New $4.7 million grant to study detection and repair of damaged genomes

The human genome is constantly experiencing breaks and alterations due to external forces and natural responses to stimuli. The majority of these breaks are considered single-strand breaks, caused by natural DNA decay, and can be fixed by referring to the remaining strand of DNA as a template for regrowth. The second type of break that occurs with a significantly lower frequency, except in developing immune cells, are double-stranded DNA breaks. These breaks are often resealed directly by a process called non-homologous end joining. However, if not repaired properly, double-stranded DNA breaks, which are caused by radiation, infection or even normal cellular processes, can alter our genomes by creating mutations or chromosomal translocations. Such genomic aberrations are the root causes of many cancers, especially leukemia and lymphoma.

Eugene Oltz, PhD, professor and chair of Microbial Infection and Immunity at The Ohio State University College of Medicine is particularly interested in how cells naturally react to double-stranded DNA breaks. He aims to study a platform that is constructed in response to DNA damage, which likely holds the broken chromosome together for its proper repair.
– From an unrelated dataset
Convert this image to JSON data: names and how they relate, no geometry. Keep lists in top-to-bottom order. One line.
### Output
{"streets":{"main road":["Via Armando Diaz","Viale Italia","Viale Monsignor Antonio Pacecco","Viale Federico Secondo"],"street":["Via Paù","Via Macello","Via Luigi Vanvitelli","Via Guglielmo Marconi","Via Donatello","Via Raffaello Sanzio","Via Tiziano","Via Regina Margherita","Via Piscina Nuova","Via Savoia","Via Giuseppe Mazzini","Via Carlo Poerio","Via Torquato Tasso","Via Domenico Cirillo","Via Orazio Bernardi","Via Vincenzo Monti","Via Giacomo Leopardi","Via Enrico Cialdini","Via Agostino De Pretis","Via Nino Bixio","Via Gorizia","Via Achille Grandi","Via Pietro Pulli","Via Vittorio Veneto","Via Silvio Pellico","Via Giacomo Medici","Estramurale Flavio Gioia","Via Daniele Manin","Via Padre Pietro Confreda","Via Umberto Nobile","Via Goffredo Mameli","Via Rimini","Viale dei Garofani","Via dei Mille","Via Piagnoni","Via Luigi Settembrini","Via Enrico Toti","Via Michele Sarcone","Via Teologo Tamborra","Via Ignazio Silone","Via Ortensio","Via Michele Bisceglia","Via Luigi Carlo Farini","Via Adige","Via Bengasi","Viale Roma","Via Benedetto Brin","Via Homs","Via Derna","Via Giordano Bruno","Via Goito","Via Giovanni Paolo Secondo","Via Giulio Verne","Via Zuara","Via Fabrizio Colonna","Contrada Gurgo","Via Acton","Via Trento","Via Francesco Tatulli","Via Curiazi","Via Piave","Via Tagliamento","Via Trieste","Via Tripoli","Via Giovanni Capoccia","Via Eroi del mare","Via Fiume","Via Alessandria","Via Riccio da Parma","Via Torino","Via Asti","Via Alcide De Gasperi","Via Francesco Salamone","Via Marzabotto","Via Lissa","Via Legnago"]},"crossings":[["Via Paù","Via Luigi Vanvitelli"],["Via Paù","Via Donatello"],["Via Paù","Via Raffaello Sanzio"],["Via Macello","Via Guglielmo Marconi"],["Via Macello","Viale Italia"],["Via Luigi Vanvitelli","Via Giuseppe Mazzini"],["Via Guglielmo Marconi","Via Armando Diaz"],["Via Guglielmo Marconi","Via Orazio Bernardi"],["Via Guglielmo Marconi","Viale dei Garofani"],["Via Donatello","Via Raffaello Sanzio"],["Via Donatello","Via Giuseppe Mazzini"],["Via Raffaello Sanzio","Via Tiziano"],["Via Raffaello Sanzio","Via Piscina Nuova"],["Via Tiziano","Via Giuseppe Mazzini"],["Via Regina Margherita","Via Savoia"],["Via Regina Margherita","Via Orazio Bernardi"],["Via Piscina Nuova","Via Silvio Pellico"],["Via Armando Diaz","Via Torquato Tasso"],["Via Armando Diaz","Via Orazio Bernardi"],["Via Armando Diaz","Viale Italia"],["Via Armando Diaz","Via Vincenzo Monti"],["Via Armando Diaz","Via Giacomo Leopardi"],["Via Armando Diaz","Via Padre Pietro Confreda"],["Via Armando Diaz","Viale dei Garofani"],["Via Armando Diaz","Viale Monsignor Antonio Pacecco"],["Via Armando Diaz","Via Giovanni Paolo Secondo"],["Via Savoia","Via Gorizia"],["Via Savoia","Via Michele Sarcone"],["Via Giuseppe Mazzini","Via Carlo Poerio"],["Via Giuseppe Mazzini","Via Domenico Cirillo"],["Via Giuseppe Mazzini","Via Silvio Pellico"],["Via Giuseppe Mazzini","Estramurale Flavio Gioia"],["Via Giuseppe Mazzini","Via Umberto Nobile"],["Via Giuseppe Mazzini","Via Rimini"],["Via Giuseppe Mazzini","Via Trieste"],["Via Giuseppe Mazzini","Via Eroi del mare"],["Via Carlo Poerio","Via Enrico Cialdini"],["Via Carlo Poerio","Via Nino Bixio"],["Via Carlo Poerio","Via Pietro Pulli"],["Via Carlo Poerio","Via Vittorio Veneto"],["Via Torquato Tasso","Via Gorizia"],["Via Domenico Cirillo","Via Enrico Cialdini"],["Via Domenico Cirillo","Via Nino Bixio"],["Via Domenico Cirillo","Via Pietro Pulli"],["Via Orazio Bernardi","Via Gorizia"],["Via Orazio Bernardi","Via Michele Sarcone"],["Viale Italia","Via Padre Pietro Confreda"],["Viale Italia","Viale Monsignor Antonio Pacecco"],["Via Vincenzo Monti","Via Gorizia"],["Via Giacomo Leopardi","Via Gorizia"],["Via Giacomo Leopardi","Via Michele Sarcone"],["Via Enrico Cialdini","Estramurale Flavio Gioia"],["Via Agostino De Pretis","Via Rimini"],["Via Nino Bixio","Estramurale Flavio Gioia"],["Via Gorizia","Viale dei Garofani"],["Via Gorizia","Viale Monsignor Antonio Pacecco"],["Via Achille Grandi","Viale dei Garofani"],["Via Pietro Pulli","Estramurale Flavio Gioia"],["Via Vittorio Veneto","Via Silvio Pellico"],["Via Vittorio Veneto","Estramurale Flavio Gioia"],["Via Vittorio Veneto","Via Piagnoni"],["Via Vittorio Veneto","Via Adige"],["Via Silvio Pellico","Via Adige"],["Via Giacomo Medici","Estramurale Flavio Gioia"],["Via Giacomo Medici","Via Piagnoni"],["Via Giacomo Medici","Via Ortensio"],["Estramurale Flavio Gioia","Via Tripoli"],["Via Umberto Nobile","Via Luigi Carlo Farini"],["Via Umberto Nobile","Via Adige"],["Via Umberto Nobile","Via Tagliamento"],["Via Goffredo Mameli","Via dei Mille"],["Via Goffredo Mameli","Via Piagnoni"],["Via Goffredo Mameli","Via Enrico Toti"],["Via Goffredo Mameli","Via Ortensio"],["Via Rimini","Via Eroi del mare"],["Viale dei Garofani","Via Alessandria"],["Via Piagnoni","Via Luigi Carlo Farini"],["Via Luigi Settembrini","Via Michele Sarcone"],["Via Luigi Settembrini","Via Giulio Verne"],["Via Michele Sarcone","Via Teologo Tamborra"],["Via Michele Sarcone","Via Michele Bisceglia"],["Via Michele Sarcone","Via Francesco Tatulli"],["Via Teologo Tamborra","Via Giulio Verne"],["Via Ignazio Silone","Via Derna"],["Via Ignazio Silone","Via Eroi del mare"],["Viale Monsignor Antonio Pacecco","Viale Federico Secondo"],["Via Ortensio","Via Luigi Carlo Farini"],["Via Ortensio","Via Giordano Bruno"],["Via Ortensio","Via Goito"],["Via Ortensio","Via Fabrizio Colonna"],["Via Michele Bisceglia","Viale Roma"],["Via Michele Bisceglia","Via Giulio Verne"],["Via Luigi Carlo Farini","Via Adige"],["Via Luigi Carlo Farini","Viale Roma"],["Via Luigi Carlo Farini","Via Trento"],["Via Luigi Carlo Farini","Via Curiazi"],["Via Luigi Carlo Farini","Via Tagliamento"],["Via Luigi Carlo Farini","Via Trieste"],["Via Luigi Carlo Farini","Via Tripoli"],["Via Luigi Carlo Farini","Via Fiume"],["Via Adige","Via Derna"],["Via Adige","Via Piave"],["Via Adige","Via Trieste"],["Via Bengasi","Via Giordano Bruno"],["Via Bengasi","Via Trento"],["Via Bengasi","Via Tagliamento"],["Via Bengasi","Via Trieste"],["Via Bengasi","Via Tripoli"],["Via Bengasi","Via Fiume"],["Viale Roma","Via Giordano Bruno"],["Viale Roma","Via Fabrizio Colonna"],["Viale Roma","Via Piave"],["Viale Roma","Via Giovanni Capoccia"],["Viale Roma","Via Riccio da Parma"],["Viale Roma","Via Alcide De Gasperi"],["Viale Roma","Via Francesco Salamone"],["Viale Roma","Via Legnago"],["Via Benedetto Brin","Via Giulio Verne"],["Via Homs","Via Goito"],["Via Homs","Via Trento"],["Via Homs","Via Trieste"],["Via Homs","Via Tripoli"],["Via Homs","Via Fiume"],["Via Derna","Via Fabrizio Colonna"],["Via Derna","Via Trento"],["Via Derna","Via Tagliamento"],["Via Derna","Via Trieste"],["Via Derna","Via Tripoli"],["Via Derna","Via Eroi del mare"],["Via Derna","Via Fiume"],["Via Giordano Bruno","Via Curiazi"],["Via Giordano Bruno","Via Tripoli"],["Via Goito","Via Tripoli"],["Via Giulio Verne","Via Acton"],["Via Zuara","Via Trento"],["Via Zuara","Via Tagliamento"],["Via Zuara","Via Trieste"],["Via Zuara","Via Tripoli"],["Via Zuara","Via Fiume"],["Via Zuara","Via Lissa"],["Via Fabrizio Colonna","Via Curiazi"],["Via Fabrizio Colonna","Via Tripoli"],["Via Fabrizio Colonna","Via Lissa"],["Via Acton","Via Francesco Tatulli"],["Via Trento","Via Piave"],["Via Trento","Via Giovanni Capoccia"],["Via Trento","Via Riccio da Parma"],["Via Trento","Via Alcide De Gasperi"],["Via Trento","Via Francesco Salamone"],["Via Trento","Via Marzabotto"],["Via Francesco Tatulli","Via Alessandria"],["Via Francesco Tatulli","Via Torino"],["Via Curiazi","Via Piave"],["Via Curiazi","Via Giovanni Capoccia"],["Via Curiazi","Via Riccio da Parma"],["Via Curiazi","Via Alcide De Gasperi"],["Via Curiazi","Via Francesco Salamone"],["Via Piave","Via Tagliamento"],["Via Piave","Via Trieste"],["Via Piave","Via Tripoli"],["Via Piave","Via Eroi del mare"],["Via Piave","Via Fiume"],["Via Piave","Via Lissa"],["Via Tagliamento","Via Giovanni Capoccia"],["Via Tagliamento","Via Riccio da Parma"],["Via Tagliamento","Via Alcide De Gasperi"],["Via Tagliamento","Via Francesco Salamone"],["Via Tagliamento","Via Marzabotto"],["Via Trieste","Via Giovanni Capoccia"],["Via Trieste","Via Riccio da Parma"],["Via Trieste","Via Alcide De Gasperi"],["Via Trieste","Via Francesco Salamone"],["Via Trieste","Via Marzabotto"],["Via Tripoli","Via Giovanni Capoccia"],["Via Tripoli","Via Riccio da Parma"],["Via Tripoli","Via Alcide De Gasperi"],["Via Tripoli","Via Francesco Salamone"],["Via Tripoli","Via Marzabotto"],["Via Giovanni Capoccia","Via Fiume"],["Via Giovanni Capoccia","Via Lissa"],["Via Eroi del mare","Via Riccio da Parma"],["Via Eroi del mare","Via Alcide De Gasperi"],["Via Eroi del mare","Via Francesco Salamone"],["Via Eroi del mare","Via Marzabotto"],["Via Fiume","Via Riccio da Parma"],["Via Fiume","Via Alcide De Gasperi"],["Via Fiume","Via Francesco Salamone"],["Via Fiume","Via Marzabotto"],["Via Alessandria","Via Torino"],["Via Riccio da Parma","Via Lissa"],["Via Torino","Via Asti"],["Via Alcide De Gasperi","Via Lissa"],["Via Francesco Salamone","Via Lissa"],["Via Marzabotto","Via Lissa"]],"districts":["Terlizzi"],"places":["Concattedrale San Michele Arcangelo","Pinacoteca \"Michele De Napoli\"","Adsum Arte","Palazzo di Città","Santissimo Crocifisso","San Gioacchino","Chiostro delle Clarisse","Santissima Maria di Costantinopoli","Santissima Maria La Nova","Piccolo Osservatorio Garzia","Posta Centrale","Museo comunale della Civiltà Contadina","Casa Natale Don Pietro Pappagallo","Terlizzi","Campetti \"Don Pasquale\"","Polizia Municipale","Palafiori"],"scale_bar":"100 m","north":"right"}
This work will expand upon his research published in a June 2020 Nature Communications article, and will be funded by a newly awarded Method to Extend Research in Time (MERIT) grant.

The National Institute of Allergy and Infectious Disease (NIAID), part of the National Institutes of Health, awards the MERIT grant, or R37 grant, to investigators with a stellar research record in the field of immunology and infectious disease. This grant, which offers investigators an initial investment of five years, with an option for a five-year extension, allows for significant freedoms and advances in research. Dr. Oltz was awarded a $4.7 million MERIT grant by the NIAID to continue his research into repair mechanisms for DNA double-strand breaks.

“My group wants to understand how the DNA damage response (DDR) platform is generated, how its contours determine the efficiency of DNA break repair and how the platform affects the expression of genes located near the break,” says Dr. Oltz. “Our recent publications act as a foundation for the research that will be funded by this grant.”

Of primary importance is studying the situational differences in repair platforms.

“In the short term, we want to understand how the shapes of chromosomes can impact DNA repair, especially the length of ‘Velcro’ produced in the DDR platform to stabilize the broken ends of the DNA until they are resealed,” says Dr. Oltz. “We will also examine how breaks in non-coding regions vary from those within coding regions of DNA.”

By understanding crucial characteristics of the repair platform, such as directionality, symmetry, response time and biological composition, reasons for mis-repair can be further explored. This, coupled with a grasp of how the architecture of chromosomes impacts the effectiveness and precision of the repair platform, could provide valuable insight into how to manage mis-repair of double strand DNA breaks within mammalian cells.


Collins, P.L., Purman, C., Porter, S.I. et al. DNA double-strand breaks induce H2Ax phosphorylation domains in a contact-dependent manner. Nat Commun 11, 3158 (2020).